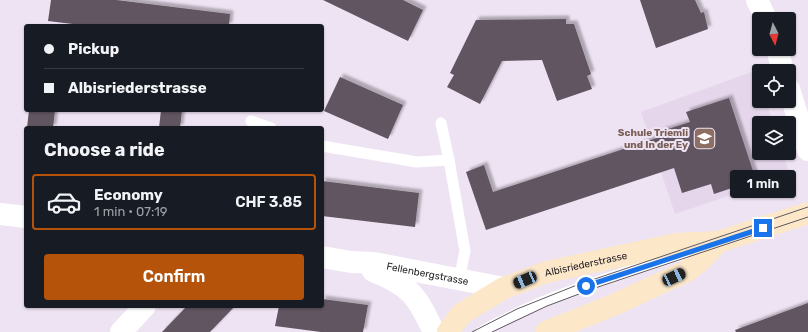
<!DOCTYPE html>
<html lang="en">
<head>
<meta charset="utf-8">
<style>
  body { margin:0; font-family:Rubik,sans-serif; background:#20242c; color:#f1f3f6; height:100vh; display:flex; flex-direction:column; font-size:15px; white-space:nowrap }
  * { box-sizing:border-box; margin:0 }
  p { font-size:13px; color:#9ea1a6 }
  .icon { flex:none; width:22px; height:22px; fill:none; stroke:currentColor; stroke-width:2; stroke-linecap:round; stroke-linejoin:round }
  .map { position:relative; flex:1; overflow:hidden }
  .panel { position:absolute; left:24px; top:126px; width:300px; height:182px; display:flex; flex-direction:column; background:#171b24; border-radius:4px; box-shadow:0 1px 3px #0004 }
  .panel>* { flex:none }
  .hud { position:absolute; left:24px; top:24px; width:300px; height:88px; border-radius:4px; box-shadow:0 1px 3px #0004; display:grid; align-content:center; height:88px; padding:0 20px; background:#171b24 }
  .needle { width:26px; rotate:174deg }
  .buttons { position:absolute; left:752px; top:12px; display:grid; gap:8px }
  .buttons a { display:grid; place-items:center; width:44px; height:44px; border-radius:4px; background:#171b24; box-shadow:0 1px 3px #0004; font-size:20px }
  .end { position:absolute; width:18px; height:18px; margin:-9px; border:5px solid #1a73e8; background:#fff; box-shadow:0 0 0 2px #fff }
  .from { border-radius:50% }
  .bubble { position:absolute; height:28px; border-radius:4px; background:#171b24; box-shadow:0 1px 3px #0004; font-size:13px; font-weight:600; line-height:28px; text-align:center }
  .car { position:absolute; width:12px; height:24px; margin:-12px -6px; border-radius:5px; box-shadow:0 0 3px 1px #0007; background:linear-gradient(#222 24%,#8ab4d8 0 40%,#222 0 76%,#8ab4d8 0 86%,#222 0) }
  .hud b { display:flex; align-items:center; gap:14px; height:38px; font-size:15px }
  .hud b+b { border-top:1px solid #363941 }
  .hud i { width:10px; height:10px; background:#f1f3f6 }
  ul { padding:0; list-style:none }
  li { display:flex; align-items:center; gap:12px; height:56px; margin:0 8px 6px; padding:0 12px; border:2px solid transparent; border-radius:4px }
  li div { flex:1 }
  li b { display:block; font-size:15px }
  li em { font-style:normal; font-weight:600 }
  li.current { border-color:#b45309 }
  li>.icon { width:36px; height:36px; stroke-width:1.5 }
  h2 { padding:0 20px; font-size:18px; line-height:48px }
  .action { display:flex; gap:8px; margin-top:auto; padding:8px 20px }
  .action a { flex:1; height:46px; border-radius:4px; background:#b45309; color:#fff; font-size:16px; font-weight:600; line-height:46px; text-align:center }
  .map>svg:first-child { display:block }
  .built { fill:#e5d6ec }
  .building { fill:#615460; filter:url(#shadow) }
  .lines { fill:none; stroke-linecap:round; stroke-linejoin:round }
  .lane { stroke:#fff; stroke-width:11 }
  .street { stroke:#fff; stroke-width:22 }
  .secondary { stroke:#fce7c9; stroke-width:22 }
  .tram { stroke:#605a62; stroke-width:1 }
  .route { stroke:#1a73e8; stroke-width:5 }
  .labels { text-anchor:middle; stroke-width:4; stroke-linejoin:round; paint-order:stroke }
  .education-label { font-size:10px; font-weight:bold; fill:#785e54; stroke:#eee3f3; text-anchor:end }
  .street-label { font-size:10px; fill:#201c21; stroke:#eee3f3 }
</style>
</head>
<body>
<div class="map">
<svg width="808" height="332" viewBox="0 0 808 332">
  <defs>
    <filter id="shadow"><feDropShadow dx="3.5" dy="-3.5" stdDeviation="1" flood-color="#0004"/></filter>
  </defs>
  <rect width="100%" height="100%" fill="#eee3f3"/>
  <path class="built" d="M757 70 759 77V101H766L773 123H759V153H783L790 175 675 214 641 112Z"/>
  <g class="building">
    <path d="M51 0H116L230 14 229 26H89L48 21Z"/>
    <path d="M323 0H403L423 10 408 41Z"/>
    <path d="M640 0H695L701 13 704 12 708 29 656 48Z"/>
    <path d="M566 19V24H574L591 74 587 76 592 89 557 101 542 60 502 61 480 104 447 87 454 75 450 73 476 20Z"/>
    <path d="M340 77 403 105 388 139 324 111Z"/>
    <path d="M729 98 756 180 714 194 711 184 682 193 674 168 486 230 466 172 484 165 493 192 663 136 662 131 690 122 686 112Z"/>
    <path d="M29 110H55L53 128H27Z"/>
    <path d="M161 110H182L180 128H159Z"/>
    <path d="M322 181 419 193 415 227 322 216Z"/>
    <path d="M322 299 368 305 363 332H321L275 326 279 306H322Z"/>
    <path d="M808 303V332H736L735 330Z"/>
    <path d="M187 306H235L210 332H162Z"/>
  </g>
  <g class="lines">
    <g class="lane">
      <path d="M251 121 271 128"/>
      <path d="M441 123 449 160 465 251 459 280"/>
      <path d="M322 146 417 162 449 160"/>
      <path d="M481 332C546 294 622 274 693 251"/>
    </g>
    <g class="street">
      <path d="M757 0 766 19"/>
      <path d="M777 49 783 71"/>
      <path d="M789 89 808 150"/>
      <path d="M0 214 26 217"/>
      <path id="s1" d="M322 257 351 262 374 263 504 288"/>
      <path d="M373 271C411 286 417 296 434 332"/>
      <path d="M121 332 145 306"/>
    </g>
    <g class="secondary">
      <path id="s2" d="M448 332 461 314 504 288 547 272 676 244 718 242 808 213"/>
      <path d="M546 332 611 306 687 271 700 261 718 242"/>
    </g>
    <g class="tram">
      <path d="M472 332 517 309 577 285 808 207"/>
      <path d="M492 332 547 306 595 288 808 217"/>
    </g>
  </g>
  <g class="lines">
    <path class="route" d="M586 286 763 228"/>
  </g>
  <defs>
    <symbol id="school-square" viewBox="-11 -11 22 22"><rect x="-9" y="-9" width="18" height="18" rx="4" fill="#8d6e63" stroke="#eee3f3"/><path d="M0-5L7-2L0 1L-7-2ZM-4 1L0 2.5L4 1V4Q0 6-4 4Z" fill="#fff"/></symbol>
  </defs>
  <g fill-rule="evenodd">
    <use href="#school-square" x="692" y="126" width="25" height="25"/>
  </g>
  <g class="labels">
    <g class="education-label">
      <text x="688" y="136">Schule Triemli<tspan x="688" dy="12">und In der Ey</tspan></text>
    </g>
    <g class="street-label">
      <text dy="4" stroke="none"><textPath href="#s2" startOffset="158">Albisriederstrasse</textPath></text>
      <text dy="4" stroke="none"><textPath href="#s1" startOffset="107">Fellenbergstrasse</textPath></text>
    </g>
  </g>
</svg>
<div class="buttons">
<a><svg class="needle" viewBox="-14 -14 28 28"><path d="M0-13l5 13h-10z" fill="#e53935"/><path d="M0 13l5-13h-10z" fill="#9ea1a6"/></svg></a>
<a><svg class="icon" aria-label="locate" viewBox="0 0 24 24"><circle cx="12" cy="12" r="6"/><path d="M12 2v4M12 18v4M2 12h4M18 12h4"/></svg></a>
<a><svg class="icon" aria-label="layers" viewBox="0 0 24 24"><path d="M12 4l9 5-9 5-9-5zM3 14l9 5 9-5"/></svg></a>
</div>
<i class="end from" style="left:586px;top:286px"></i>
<i class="end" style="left:763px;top:228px"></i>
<div class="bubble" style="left:730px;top:170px;width:66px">1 min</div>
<i class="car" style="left:674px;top:277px;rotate:65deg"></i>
<i class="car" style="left:525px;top:280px;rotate:247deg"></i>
<div class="hud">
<b><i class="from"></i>Pickup</b>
<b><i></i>Albisriederstrasse</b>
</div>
<section class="panel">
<h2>Choose a ride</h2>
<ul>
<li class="current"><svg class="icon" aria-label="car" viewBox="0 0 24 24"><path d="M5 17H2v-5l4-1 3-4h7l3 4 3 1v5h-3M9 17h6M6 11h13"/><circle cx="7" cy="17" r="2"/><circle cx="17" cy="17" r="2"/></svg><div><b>Economy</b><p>1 min · 07:19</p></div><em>CHF 3.85</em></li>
</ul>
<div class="action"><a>Confirm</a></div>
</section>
</div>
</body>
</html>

□ □ □

Check each line of the records for the word "grid" and extract those that contain it.

**EXERCISE OUTPUT**:
  .hud { position:absolute; left:24px; top:24px; width:300px; height:88px; border-radius:4px; box-shadow:0 1px 3px #0004; display:grid; align-content:center; height:88px; padding:0 20px; background:#171b24 }
  .buttons { position:absolute; left:752px; top:12px; display:grid; gap:8px }
  .buttons a { display:grid; place-items:center; width:44px; height:44px; border-radius:4px; background:#171b24; box-shadow:0 1px 3px #0004; font-size:20px }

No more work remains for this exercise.